## [What is expected]
Check every line below, and copy those that include "function".

## [Dataset records]
__________
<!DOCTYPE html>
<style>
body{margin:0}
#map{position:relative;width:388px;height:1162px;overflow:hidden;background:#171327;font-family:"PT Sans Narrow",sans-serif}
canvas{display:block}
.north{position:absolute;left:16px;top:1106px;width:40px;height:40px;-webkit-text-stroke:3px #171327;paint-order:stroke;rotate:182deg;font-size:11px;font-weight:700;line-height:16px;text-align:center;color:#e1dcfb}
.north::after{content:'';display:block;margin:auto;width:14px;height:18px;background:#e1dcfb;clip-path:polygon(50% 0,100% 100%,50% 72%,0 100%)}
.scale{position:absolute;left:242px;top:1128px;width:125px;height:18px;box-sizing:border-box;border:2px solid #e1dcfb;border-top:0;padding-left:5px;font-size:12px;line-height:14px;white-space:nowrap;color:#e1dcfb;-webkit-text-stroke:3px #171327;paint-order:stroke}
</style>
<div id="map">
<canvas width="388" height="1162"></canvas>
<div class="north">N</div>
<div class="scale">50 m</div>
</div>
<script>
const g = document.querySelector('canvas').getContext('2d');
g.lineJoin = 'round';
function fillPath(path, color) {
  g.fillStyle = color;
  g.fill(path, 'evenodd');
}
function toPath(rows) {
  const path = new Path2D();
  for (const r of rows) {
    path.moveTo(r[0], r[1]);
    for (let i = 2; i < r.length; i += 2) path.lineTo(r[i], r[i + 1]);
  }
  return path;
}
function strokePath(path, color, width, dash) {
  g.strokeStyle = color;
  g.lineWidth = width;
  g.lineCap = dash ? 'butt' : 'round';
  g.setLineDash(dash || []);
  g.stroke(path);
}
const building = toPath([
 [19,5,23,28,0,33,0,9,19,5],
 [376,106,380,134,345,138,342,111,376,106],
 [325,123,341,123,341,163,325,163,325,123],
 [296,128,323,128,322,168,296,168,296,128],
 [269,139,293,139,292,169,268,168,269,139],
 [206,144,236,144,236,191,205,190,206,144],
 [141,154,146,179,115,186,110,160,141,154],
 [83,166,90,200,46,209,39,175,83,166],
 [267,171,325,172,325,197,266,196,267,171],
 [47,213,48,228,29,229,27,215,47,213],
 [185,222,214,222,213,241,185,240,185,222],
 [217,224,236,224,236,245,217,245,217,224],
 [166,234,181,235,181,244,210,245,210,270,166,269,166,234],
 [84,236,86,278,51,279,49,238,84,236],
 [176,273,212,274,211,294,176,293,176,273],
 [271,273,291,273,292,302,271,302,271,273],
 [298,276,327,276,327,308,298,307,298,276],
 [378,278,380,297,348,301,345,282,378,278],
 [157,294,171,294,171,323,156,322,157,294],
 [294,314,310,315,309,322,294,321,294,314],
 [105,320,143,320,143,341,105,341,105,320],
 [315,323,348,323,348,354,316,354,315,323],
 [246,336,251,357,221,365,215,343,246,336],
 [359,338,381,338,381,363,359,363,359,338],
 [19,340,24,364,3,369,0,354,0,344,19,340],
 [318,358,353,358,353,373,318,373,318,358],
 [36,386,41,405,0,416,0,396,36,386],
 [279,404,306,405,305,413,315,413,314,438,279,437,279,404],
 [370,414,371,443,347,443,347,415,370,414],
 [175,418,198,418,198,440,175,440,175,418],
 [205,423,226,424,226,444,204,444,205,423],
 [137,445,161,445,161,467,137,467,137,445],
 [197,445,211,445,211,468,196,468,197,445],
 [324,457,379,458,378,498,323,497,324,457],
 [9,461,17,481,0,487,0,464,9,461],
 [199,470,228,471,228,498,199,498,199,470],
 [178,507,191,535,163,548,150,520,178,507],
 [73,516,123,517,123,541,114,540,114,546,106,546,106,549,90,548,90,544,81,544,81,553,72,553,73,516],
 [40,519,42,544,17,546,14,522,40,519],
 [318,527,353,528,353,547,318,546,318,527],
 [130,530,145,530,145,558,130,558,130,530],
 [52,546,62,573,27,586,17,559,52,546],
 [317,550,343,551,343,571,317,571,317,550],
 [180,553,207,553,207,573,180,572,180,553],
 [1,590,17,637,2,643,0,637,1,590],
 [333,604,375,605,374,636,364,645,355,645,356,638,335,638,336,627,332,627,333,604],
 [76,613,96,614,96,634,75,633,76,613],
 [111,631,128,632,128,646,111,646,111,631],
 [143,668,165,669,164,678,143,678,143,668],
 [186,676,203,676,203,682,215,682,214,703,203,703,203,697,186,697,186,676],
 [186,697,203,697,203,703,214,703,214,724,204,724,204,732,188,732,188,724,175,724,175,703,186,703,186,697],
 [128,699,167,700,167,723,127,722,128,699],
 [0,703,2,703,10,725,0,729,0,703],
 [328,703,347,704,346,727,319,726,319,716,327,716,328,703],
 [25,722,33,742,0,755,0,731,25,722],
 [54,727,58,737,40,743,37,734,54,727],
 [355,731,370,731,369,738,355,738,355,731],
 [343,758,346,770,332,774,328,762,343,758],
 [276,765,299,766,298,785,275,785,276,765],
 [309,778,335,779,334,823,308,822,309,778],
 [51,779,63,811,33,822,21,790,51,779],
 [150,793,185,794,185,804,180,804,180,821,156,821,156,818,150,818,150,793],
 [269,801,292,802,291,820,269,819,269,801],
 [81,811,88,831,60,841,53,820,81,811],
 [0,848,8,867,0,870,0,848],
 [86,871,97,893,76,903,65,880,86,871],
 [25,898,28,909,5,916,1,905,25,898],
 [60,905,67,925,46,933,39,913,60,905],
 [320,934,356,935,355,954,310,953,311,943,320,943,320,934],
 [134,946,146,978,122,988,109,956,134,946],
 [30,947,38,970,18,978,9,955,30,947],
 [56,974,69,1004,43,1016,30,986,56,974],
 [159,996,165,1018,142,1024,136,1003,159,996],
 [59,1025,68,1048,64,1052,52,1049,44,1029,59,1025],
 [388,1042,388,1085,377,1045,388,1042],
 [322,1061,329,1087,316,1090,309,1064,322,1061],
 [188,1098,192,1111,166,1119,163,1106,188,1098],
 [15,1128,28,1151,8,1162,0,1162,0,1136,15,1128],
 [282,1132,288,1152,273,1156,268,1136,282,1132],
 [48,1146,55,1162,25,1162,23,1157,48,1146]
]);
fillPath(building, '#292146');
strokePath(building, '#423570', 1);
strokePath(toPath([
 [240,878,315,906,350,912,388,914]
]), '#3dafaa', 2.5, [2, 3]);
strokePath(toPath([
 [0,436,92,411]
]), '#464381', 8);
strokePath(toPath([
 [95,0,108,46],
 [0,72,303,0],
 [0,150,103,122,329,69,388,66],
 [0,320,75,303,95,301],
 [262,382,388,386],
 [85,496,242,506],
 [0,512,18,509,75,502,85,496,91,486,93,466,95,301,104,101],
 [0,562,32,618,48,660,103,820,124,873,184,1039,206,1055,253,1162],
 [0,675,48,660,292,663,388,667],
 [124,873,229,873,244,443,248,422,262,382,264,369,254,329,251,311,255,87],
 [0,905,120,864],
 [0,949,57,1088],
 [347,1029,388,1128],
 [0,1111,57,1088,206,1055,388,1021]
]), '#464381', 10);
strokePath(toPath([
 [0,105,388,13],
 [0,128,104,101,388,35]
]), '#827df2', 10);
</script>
__________
## [Solution to this task]
function fillPath(path, color) {
function toPath(rows) {
function strokePath(path, color, width, dash) {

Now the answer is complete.